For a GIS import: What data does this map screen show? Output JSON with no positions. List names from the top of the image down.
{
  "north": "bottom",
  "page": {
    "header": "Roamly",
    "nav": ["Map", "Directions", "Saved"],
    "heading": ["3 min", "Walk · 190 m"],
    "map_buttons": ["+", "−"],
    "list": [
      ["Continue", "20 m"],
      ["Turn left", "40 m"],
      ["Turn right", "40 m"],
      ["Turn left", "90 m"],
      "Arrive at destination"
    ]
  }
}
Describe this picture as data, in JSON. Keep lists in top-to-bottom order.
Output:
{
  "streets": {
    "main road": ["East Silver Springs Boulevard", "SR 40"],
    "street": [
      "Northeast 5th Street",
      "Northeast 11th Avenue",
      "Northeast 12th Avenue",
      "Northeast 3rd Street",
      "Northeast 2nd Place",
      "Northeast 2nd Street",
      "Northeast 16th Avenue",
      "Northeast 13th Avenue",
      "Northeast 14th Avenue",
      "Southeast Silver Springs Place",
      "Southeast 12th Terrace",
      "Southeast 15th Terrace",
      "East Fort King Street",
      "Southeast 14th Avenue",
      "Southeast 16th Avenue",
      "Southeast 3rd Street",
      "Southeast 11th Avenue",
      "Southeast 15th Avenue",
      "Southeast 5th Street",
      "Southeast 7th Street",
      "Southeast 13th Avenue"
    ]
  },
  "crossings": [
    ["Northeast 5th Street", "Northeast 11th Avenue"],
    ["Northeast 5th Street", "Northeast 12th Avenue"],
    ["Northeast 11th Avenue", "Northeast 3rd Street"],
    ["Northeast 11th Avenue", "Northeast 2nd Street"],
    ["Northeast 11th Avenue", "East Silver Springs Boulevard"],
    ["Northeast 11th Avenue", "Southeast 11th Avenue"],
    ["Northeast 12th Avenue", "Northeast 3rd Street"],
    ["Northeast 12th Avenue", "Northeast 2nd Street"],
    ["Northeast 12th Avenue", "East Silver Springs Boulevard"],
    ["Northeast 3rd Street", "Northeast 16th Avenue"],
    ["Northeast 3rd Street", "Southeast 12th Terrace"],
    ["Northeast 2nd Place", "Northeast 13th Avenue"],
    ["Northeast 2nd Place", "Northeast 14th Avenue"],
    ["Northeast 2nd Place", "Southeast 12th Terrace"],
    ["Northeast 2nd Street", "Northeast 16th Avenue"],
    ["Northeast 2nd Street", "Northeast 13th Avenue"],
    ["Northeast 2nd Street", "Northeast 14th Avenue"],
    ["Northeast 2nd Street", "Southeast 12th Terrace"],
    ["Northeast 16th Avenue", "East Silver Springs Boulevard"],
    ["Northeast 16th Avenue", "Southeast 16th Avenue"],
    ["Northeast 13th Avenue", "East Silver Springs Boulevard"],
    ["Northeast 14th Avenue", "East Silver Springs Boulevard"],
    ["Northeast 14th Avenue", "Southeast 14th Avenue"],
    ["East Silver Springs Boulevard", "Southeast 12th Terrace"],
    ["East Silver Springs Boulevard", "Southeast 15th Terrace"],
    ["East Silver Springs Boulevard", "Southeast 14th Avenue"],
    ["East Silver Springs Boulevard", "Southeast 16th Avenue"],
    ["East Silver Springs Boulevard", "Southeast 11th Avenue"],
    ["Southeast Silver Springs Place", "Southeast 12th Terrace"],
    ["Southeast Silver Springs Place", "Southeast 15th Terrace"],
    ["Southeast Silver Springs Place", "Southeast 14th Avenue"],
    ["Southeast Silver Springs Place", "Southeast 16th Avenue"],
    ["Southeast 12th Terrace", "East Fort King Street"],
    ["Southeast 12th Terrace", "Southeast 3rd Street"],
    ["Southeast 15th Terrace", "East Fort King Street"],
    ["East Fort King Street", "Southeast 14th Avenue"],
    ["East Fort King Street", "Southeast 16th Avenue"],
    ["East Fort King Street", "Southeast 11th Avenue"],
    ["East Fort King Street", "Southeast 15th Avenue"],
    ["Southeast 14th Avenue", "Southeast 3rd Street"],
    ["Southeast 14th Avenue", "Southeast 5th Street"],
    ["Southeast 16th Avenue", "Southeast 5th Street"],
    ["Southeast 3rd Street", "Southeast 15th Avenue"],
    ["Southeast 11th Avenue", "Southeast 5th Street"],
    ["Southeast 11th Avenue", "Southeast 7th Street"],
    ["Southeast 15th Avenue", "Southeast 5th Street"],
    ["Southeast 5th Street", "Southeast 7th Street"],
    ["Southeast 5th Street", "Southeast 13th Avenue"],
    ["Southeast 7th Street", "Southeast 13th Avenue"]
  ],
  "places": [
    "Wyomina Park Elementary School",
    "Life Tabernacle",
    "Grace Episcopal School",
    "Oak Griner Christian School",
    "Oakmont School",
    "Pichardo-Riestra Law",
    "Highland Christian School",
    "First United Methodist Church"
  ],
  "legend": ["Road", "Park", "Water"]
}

···

Would you please give the data above again, exactly as it appears?

* Exercise answer:
For a GIS import: What data does this map screen show? Output JSON with no positions. List names from the top of the image down.
{
  "north": "bottom",
  "page": {
    "header": "Roamly",
    "nav": ["Map", "Directions", "Saved"],
    "heading": ["3 min", "Walk · 190 m"],
    "map_buttons": ["+", "−"],
    "list": [
      ["Continue", "20 m"],
      ["Turn left", "40 m"],
      ["Turn right", "40 m"],
      ["Turn left", "90 m"],
      "Arrive at destination"
    ]
  }
}
Describe this picture as data, in JSON. Keep lists in top-to-bottom order.
Output:
{
  "streets": {
    "main road": ["East Silver Springs Boulevard", "SR 40"],
    "street": [
      "Northeast 5th Street",
      "Northeast 11th Avenue",
      "Northeast 12th Avenue",
      "Northeast 3rd Street",
      "Northeast 2nd Place",
      "Northeast 2nd Street",
      "Northeast 16th Avenue",
      "Northeast 13th Avenue",
      "Northeast 14th Avenue",
      "Southeast Silver Springs Place",
      "Southeast 12th Terrace",
      "Southeast 15th Terrace",
      "East Fort King Street",
      "Southeast 14th Avenue",
      "Southeast 16th Avenue",
      "Southeast 3rd Street",
      "Southeast 11th Avenue",
      "Southeast 15th Avenue",
      "Southeast 5th Street",
      "Southeast 7th Street",
      "Southeast 13th Avenue"
    ]
  },
  "crossings": [
    ["Northeast 5th Street", "Northeast 11th Avenue"],
    ["Northeast 5th Street", "Northeast 12th Avenue"],
    ["Northeast 11th Avenue", "Northeast 3rd Street"],
    ["Northeast 11th Avenue", "Northeast 2nd Street"],
    ["Northeast 11th Avenue", "East Silver Springs Boulevard"],
    ["Northeast 11th Avenue", "Southeast 11th Avenue"],
    ["Northeast 12th Avenue", "Northeast 3rd Street"],
    ["Northeast 12th Avenue", "Northeast 2nd Street"],
    ["Northeast 12th Avenue", "East Silver Springs Boulevard"],
    ["Northeast 3rd Street", "Northeast 16th Avenue"],
    ["Northeast 3rd Street", "Southeast 12th Terrace"],
    ["Northeast 2nd Place", "Northeast 13th Avenue"],
    ["Northeast 2nd Place", "Northeast 14th Avenue"],
    ["Northeast 2nd Place", "Southeast 12th Terrace"],
    ["Northeast 2nd Street", "Northeast 16th Avenue"],
    ["Northeast 2nd Street", "Northeast 13th Avenue"],
    ["Northeast 2nd Street", "Northeast 14th Avenue"],
    ["Northeast 2nd Street", "Southeast 12th Terrace"],
    ["Northeast 16th Avenue", "East Silver Springs Boulevard"],
    ["Northeast 16th Avenue", "Southeast 16th Avenue"],
    ["Northeast 13th Avenue", "East Silver Springs Boulevard"],
    ["Northeast 14th Avenue", "East Silver Springs Boulevard"],
    ["Northeast 14th Avenue", "Southeast 14th Avenue"],
    ["East Silver Springs Boulevard", "Southeast 12th Terrace"],
    ["East Silver Springs Boulevard", "Southeast 15th Terrace"],
    ["East Silver Springs Boulevard", "Southeast 14th Avenue"],
    ["East Silver Springs Boulevard", "Southeast 16th Avenue"],
    ["East Silver Springs Boulevard", "Southeast 11th Avenue"],
    ["Southeast Silver Springs Place", "Southeast 12th Terrace"],
    ["Southeast Silver Springs Place", "Southeast 15th Terrace"],
    ["Southeast Silver Springs Place", "Southeast 14th Avenue"],
    ["Southeast Silver Springs Place", "Southeast 16th Avenue"],
    ["Southeast 12th Terrace", "East Fort King Street"],
    ["Southeast 12th Terrace", "Southeast 3rd Street"],
    ["Southeast 15th Terrace", "East Fort King Street"],
    ["East Fort King Street", "Southeast 14th Avenue"],
    ["East Fort King Street", "Southeast 16th Avenue"],
    ["East Fort King Street", "Southeast 11th Avenue"],
    ["East Fort King Street", "Southeast 15th Avenue"],
    ["Southeast 14th Avenue", "Southeast 3rd Street"],
    ["Southeast 14th Avenue", "Southeast 5th Street"],
    ["Southeast 16th Avenue", "Southeast 5th Street"],
    ["Southeast 3rd Street", "Southeast 15th Avenue"],
    ["Southeast 11th Avenue", "Southeast 5th Street"],
    ["Southeast 11th Avenue", "Southeast 7th Street"],
    ["Southeast 15th Avenue", "Southeast 5th Street"],
    ["Southeast 5th Street", "Southeast 7th Street"],
    ["Southeast 5th Street", "Southeast 13th Avenue"],
    ["Southeast 7th Street", "Southeast 13th Avenue"]
  ],
  "places": [
    "Wyomina Park Elementary School",
    "Life Tabernacle",
    "Grace Episcopal School",
    "Oak Griner Christian School",
    "Oakmont School",
    "Pichardo-Riestra Law",
    "Highland Christian School",
    "First United Methodist Church"
  ],
  "legend": ["Road", "Park", "Water"]
}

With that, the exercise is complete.